Welcome to another Failory edition. This issue takes 5 minutes to read.
If you only have one, here are the 5 most important things:
Astra, a startup making AI for account executives, shut down — learn why below.
What's Next For Design Tools
X plans to introduce ads in Grok’s responses
Anaconda raised $150M for Python AI tools.
OpenAI just released two open-source models — learn more below.
This Week In Startups
🔗 Resources
Context Engineering: Building Production-Grade AI
What's Next For Design Tools
Linear’s Path to Product-Market Fit
Failure Modes for Engineering Team Leads
📰 News
X plans to introduce ads in Grok’s responses
Upwork is buying its way into corporate staffing beyond freelancers.
Google denies AI search features are killing website traffic.
ElevenLabs launches an AI music generator, which it claims is cleared for commercial use.
💸 Fundraising
Aerospace startup Jeh Aerospace raises $11M
Anaconda raised $150M for Python AI tools.
AI-powered fintech Alaan raises $48M
Fintech startup Rillet lands $70M
Fail(St)ory

AI for AE
A few months ago, AI-focused SaaS startup Astra was making waves. It had just secured backing from Perplexity’s founder Aravind Srinivas and was positioning itself as a game-changer for sales teams.
Now, less than four months after that funding round, Astra has shut down.
What Was Astra:
Founded in 2023, Astra pitched itself as the “Chief of Staff for every account executive.” The vision was to replace the busywork that eats up a salesperson’s week with an AI-powered assistant that could handle it automatically.
The platform promised to automate up to 80% of an account executive’s activities — from mapping sales territories to tracking lead conversion ratios — while connecting seamlessly with enterprise tools like Salesforce, Slack, and Google Drive.
The idea was that AEs could stop spending hours updating CRMs or chasing documents and instead focus entirely on closing deals.
It was a compelling pitch. The founder claimed the platform was so unique it had “no direct competitors” and was able to land two enterprise clients during its beta phase. The founders believed they had found their wedge into the crowded AI space, and with high-profile backing, the future looked bright.

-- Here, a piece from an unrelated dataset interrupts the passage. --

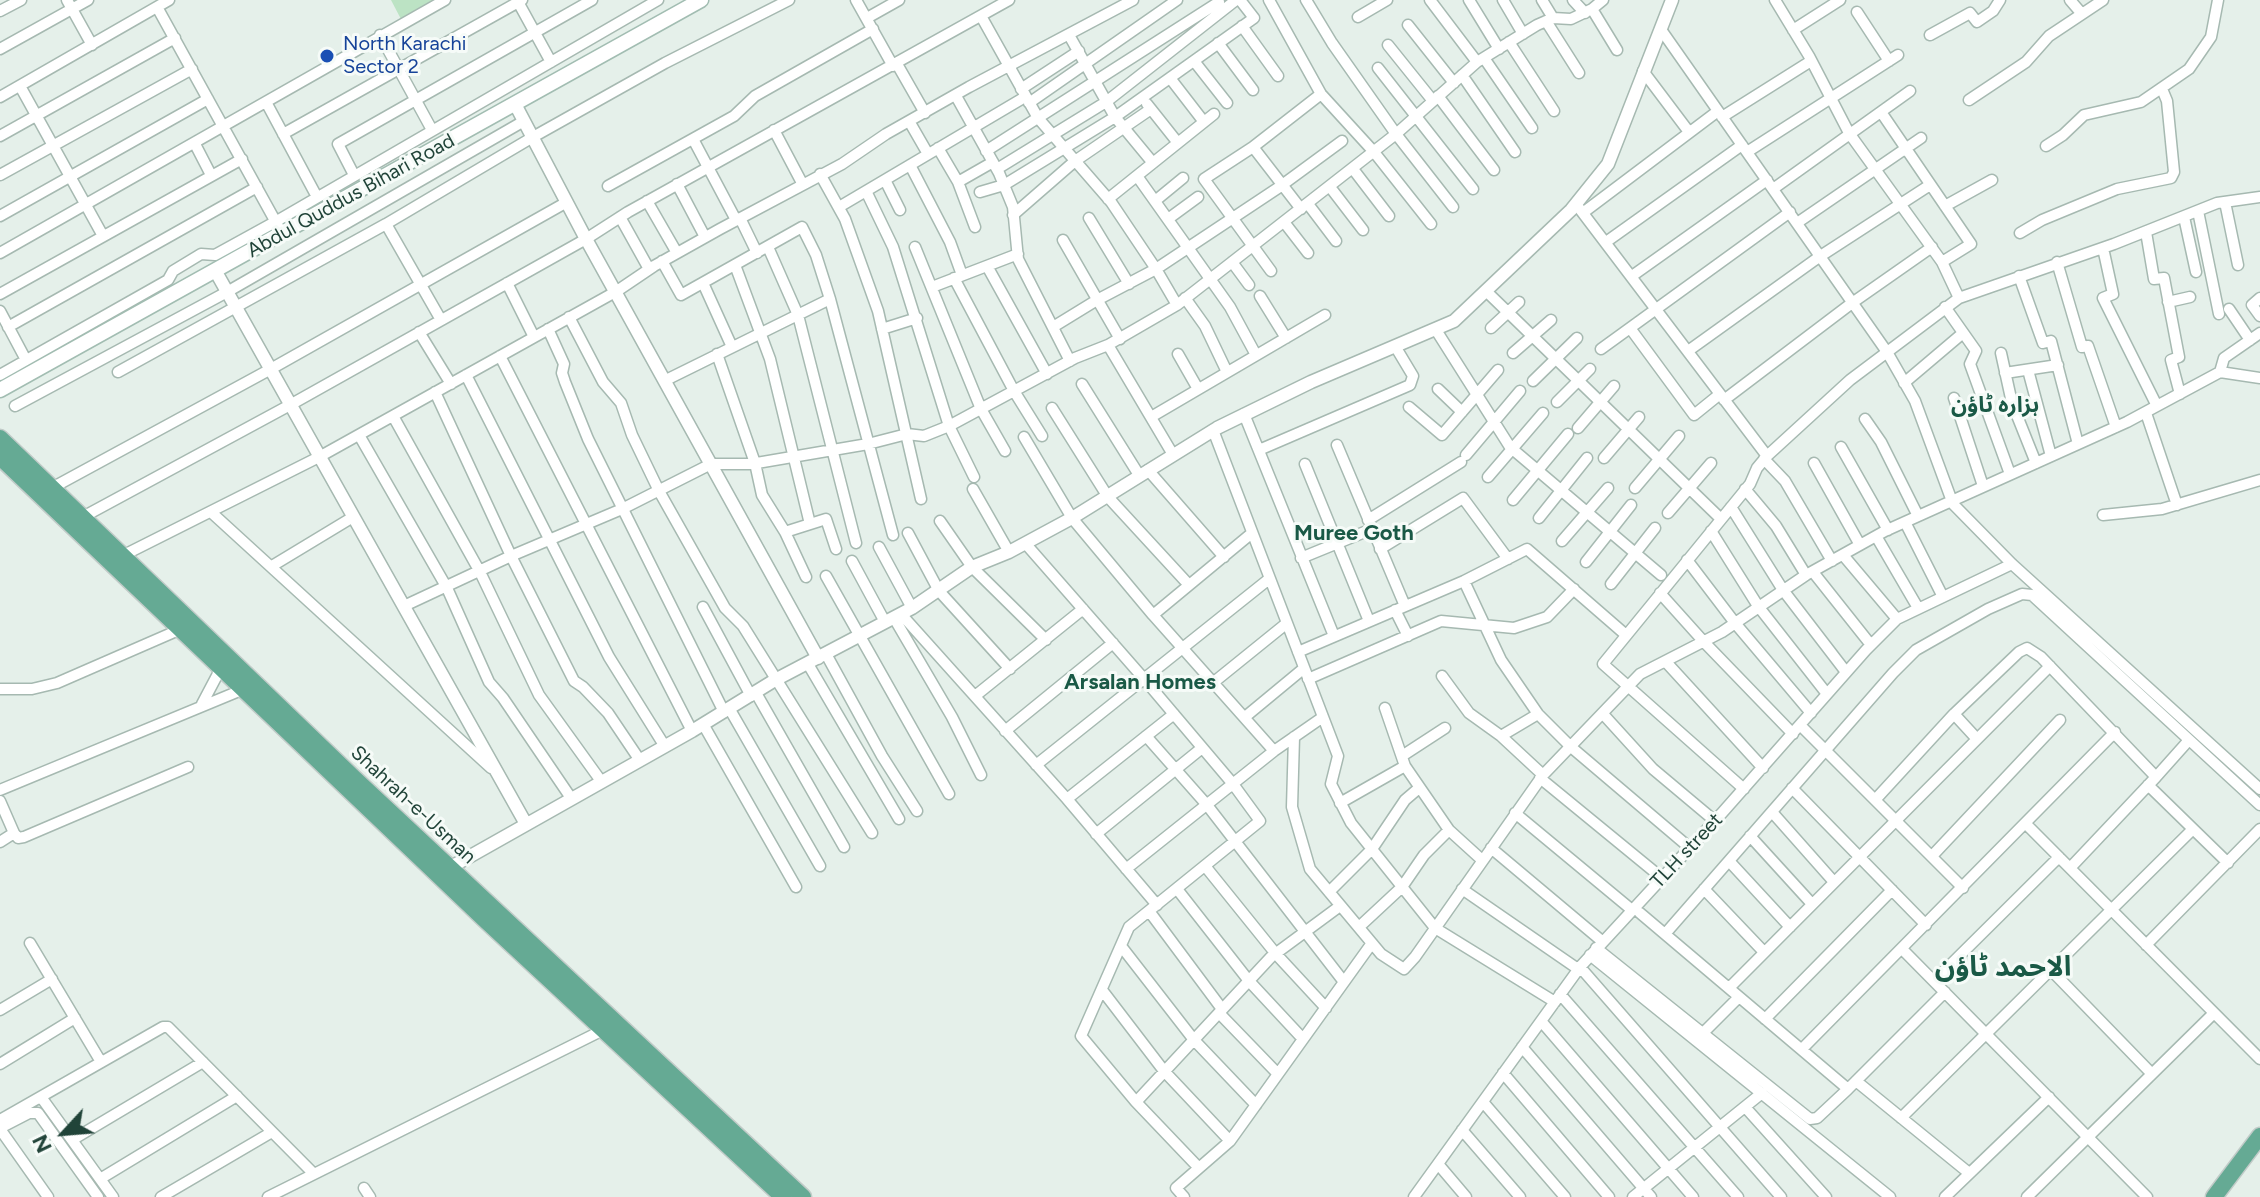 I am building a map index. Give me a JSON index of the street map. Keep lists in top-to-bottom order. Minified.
{"streets":{"main road":["Abdul Quddus Bihari Road","Shahrah-e-Usman"],"street":["TLH street"]},"districts":["ہزارہ ٹاؤن","Muree Goth","Arsalan Homes","الاحمد ٹاؤن"],"places":["North Karachi Sector 2"],"north":"bottom left"}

But Astra never made it out of beta. Four months after announcing its funding, the lights went out.
The Numbers:
📅 Founded: 2023
💰 Funding: Backed by Perplexity AI founder Aravind Srinivas
🤝 Clients: 2 enterprise customers onboarded during beta
🚪 Shut down: July 2025
Reasons for Failure:
Co-founder Misalignment: In his LinkedIn post announcing the shutdown, CEO Supreet Hegde hinted at disagreements with co-founder about the pace of growth. It’s not unusual for early-stage startups to hit points of tension between founders — but when visions diverge early, it can paralyze decision-making at the exact moment the company needs clarity and speed.
The Enterprise Sales Trap: From day one, Astra went after large enterprises. Bigger contracts were the lure, but so were long, slow sales cycles. As Hedge explained: “Working with larger companies meant navigating lengthy sales cycles, especially as an early-stage startup asking clients to trust us with sensitive data”. Convincing a Fortune 500 company to hand over access to sensitive internal systems is a drawn-out process — and Astra didn’t have the runway to wait it out.

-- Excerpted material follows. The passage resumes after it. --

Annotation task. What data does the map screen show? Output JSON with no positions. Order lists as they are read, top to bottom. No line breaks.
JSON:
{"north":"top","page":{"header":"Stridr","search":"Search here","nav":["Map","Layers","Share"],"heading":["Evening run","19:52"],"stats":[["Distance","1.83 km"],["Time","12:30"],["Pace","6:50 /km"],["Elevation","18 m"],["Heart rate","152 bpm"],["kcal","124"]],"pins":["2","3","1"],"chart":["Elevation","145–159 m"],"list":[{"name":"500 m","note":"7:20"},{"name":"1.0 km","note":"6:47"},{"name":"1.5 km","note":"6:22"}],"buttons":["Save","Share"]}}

Market Confusion in AI Agents: The AI-agent market is crowded and chaotic. Many companies are curious, but don’t know how to evaluate or trust these tools. Hegde admitted the current hype cycle made things harder: “The surge of interest and confusion surrounding AI agents added yet another layer of complexity, with many clients unsure of whom to trust or how to evaluate these AI agents.”
Why It Matters:
Early traction isn’t momentum — two beta clients aren’t enough without a launch-ready product.
Big customers can be a slow death — long sales cycles can quietly kill early-stage startups.
Co-founder alignment is oxygen — lose it, and everything else becomes irrelevant.
Trend

OpenAI Finally Goes Open-Source
Last week, I talked about how Chinese AI companies like Kimi K2 and Z.ai were racing ahead in open-weight models —and how OpenAI seemed to be sitting on the sidelines.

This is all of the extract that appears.